[ale] OT: Voting machines cracked in California
Jonathan Rickman
jrickman at gmail.com
Fri Aug 3 10:53:52 EDT 2007
On 8/3/07, tom <tfreeman at intel.digichem.net> wrote:
Nicely said even if I don't quite agree with you.
Patching up a system adopted in haste with improperly understood
characteristics doesn't seem to be a good use of taxpayer resources to me.
I may be wrong, but backing out and trying again more slowly and along
several different avenues of approach would ultimately be more robust,
better tested, and therefor ultimately a better use of money.
In this forum, for the moment, we can thus agree to disagree.

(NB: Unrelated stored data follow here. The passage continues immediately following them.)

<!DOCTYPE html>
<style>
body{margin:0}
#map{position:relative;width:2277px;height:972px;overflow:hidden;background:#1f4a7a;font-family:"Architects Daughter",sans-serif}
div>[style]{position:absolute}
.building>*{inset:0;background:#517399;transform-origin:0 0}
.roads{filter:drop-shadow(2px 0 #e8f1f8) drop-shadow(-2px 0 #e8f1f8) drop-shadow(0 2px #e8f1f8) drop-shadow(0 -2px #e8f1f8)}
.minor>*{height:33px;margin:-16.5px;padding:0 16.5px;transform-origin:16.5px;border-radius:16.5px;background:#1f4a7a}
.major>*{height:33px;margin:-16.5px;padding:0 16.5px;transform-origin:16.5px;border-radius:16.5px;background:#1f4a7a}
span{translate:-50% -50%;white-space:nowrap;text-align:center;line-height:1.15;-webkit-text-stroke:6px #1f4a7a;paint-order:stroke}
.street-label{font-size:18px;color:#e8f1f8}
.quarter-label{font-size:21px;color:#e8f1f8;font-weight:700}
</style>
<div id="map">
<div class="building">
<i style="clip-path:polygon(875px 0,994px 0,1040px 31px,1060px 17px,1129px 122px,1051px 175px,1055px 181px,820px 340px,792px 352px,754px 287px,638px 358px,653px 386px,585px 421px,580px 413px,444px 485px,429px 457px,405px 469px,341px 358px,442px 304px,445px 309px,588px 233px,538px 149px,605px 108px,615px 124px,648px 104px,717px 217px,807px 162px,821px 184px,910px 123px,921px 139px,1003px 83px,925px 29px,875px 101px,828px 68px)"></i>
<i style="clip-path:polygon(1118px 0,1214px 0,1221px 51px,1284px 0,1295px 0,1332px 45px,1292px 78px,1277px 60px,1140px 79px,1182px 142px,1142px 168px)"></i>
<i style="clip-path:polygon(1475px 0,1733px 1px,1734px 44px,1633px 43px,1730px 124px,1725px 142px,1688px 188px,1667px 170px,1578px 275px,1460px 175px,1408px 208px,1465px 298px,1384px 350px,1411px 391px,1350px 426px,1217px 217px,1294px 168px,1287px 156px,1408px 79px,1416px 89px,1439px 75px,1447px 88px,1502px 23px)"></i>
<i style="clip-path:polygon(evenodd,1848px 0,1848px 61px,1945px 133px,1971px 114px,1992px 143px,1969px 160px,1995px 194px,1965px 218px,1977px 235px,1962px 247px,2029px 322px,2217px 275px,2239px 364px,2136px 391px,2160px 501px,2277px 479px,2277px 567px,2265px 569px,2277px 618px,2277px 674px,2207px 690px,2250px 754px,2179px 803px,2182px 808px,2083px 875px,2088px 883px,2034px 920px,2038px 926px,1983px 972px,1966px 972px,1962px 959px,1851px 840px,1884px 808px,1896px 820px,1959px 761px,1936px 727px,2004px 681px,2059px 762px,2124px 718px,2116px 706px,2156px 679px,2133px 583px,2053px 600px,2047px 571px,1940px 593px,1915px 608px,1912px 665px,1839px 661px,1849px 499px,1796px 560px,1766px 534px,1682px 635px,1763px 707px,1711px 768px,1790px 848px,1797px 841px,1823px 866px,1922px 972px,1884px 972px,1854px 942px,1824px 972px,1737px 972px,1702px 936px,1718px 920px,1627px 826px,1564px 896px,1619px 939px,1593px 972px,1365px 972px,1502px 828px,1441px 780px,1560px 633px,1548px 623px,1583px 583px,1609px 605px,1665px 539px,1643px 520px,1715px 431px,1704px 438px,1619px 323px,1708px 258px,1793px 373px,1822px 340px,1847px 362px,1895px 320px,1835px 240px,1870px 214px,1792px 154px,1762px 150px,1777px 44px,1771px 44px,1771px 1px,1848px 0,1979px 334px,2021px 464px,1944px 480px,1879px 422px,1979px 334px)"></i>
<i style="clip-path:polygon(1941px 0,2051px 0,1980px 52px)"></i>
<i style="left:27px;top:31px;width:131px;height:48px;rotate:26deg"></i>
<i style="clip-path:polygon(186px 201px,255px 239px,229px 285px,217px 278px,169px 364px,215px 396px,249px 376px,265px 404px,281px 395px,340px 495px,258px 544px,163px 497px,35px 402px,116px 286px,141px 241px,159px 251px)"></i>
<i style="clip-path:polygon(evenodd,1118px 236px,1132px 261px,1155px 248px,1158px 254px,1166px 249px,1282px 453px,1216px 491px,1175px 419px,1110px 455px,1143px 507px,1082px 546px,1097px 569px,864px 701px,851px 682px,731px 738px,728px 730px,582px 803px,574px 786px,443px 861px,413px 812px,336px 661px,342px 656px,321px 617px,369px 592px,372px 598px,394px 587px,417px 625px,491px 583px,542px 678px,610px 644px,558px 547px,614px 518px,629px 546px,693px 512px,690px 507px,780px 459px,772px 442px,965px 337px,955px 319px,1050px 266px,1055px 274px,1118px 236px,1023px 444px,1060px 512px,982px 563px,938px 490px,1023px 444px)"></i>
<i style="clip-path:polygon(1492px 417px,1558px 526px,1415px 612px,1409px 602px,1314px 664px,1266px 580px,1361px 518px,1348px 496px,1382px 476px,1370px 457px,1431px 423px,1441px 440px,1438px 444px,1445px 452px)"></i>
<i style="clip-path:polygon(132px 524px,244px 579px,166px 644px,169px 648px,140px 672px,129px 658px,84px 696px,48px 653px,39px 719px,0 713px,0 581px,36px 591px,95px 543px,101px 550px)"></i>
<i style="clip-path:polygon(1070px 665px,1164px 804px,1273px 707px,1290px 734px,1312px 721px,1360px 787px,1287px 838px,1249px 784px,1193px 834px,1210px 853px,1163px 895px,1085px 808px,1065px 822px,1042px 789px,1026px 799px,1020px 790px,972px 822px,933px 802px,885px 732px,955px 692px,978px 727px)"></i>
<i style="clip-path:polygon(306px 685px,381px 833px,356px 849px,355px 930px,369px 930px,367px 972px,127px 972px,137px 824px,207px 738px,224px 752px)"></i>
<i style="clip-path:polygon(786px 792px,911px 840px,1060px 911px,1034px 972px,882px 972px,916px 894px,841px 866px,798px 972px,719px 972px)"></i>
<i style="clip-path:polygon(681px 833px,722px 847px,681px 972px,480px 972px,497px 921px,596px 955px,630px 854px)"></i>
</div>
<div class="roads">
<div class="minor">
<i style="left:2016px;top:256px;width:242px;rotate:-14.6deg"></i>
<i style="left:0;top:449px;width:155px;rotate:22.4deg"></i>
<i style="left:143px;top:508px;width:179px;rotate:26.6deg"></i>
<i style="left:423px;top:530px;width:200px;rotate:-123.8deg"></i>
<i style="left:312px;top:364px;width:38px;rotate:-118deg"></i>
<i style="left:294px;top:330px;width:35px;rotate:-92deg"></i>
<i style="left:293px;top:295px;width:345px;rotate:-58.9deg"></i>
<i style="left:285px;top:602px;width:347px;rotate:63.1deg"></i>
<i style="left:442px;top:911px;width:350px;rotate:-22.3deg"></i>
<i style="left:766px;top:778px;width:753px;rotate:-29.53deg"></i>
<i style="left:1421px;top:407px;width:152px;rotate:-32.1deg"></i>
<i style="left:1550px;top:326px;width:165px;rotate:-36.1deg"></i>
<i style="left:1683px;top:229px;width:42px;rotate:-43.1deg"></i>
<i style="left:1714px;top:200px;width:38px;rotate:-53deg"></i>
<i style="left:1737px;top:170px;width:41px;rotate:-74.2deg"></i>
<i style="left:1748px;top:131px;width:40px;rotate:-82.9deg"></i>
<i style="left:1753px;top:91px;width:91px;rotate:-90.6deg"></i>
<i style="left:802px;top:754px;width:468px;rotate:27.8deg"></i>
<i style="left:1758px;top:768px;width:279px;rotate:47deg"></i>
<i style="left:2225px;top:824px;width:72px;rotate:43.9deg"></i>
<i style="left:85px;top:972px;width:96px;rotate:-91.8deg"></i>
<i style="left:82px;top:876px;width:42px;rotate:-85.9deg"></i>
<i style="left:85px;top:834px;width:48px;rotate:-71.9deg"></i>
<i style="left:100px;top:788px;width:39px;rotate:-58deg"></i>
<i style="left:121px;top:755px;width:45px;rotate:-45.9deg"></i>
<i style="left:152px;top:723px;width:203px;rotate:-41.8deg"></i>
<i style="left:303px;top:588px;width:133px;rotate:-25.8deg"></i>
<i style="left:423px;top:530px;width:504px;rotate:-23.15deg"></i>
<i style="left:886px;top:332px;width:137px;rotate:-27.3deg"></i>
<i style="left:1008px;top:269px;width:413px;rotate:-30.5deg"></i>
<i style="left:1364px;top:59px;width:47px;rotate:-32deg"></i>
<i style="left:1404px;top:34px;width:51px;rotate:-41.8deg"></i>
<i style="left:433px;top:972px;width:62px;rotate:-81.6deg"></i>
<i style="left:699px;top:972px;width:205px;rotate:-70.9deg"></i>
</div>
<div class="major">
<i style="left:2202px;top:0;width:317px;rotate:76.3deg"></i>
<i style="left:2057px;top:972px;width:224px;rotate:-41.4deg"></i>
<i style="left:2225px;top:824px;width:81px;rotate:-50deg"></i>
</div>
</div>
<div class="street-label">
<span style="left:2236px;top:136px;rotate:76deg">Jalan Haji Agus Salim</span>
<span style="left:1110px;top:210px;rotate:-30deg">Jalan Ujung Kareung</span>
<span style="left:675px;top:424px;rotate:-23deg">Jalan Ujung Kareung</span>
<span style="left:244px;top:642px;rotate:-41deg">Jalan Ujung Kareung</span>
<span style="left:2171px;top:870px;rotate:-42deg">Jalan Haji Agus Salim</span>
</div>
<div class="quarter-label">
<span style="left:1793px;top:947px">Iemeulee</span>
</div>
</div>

_______________________________________________
I agree with you, in theory. But in situations like this you have to accept
the reality that the state isn't going to just box up all these systems,
store them in a warehouse somewhere and go buy a whole new system. That
said...
The appropriate way to solve the balloting problem is to find a human
readable format that can also be made machine readable, not the other way
around. For example, my company does the NFL Pro Bowl and NHL All Star
paper balloting. We use good old Scantron machines to tabulate the results
here and then ship the ballots back to the leagues so that they can audit
the results if they so choose. Granted, the number of ballots is a lot lower
than a national election (though it is comparable to a state election), but
we only use 2 scanners and 2 people for the process. It takes 2 or 3 days to
complete. Our error rate is zero because of the human readable format. If
the machine spits out a ballot as unreadable, the operator can just key in
the proper information or disqualify the ballot virtually at a glance. I can
see no reason to believe that this proces can't scale up and out to
accomplish the same thing at a national level.